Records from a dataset

+--

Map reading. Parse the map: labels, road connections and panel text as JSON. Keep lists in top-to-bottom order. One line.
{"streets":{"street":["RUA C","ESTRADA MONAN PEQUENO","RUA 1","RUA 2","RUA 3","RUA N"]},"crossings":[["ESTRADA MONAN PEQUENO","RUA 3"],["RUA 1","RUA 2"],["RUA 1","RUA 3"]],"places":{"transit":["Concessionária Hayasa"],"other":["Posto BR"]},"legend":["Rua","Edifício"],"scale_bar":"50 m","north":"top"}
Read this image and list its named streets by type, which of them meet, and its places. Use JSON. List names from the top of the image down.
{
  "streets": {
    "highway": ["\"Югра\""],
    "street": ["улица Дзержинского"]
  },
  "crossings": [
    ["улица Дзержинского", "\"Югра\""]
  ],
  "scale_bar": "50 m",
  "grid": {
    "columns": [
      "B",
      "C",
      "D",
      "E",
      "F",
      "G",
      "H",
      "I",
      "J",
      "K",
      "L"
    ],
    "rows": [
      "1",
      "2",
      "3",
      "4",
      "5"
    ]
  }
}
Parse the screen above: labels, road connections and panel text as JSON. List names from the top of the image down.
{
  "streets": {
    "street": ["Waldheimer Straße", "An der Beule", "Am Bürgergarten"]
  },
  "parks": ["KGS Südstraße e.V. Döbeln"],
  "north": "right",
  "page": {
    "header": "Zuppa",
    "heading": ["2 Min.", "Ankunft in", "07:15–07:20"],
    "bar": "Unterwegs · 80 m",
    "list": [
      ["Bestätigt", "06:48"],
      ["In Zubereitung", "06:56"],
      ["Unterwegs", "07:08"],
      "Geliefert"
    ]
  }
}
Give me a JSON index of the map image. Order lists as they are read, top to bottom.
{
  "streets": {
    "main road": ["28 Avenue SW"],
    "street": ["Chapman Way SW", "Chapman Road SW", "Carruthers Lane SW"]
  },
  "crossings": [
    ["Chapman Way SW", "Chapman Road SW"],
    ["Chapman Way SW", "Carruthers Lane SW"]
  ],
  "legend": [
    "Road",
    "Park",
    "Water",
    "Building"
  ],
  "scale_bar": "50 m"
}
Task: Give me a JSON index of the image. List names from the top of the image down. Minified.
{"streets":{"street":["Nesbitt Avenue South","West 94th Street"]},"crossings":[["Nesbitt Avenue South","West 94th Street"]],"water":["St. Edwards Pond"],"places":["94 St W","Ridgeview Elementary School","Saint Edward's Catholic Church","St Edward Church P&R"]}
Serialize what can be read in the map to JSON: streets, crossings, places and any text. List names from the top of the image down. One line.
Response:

+--

**Exercise prompt**
Working through the records above, copy each one exactly.

**Response box**
Map reading. Parse the map: labels, road connections and panel text as JSON. Keep lists in top-to-bottom order. One line.
{"streets":{"street":["RUA C","ESTRADA MONAN PEQUENO","RUA 1","RUA 2","RUA 3","RUA N"]},"crossings":[["ESTRADA MONAN PEQUENO","RUA 3"],["RUA 1","RUA 2"],["RUA 1","RUA 3"]],"places":{"transit":["Concessionária Hayasa"],"other":["Posto BR"]},"legend":["Rua","Edifício"],"scale_bar":"50 m","north":"top"}
Read this image and list its named streets by type, which of them meet, and its places. Use JSON. List names from the top of the image down.
{
  "streets": {
    "highway": ["\"Югра\""],
    "street": ["улица Дзержинского"]
  },
  "crossings": [
    ["улица Дзержинского", "\"Югра\""]
  ],
  "scale_bar": "50 m",
  "grid": {
    "columns": [
      "B",
      "C",
      "D",
      "E",
      "F",
      "G",
      "H",
      "I",
      "J",
      "K",
      "L"
    ],
    "rows": [
      "1",
      "2",
      "3",
      "4",
      "5"
    ]
  }
}
Parse the screen above: labels, road connections and panel text as JSON. List names from the top of the image down.
{
  "streets": {
    "street": ["Waldheimer Straße", "An der Beule", "Am Bürgergarten"]
  },
  "parks": ["KGS Südstraße e.V. Döbeln"],
  "north": "right",
  "page": {
    "header": "Zuppa",
    "heading": ["2 Min.", "Ankunft in", "07:15–07:20"],
    "bar": "Unterwegs · 80 m",
    "list": [
      ["Bestätigt", "06:48"],
      ["In Zubereitung", "06:56"],
      ["Unterwegs", "07:08"],
      "Geliefert"
    ]
  }
}
Give me a JSON index of the map image. Order lists as they are read, top to bottom.
{
  "streets": {
    "main road": ["28 Avenue SW"],
    "street": ["Chapman Way SW", "Chapman Road SW", "Carruthers Lane SW"]
  },
  "crossings": [
    ["Chapman Way SW", "Chapman Road SW"],
    ["Chapman Way SW", "Carruthers Lane SW"]
  ],
  "legend": [
    "Road",
    "Park",
    "Water",
    "Building"
  ],
  "scale_bar": "50 m"
}
Task: Give me a JSON index of the image. List names from the top of the image down. Minified.
{"streets":{"street":["Nesbitt Avenue South","West 94th Street"]},"crossings":[["Nesbitt Avenue South","West 94th Street"]],"water":["St. Edwards Pond"],"places":["94 St W","Ridgeview Elementary School","Saint Edward's Catholic Church","St Edward Church P&R"]}
Serialize what can be read in the map to JSON: streets, crossings, places and any text. List names from the top of the image down. One line.
Response:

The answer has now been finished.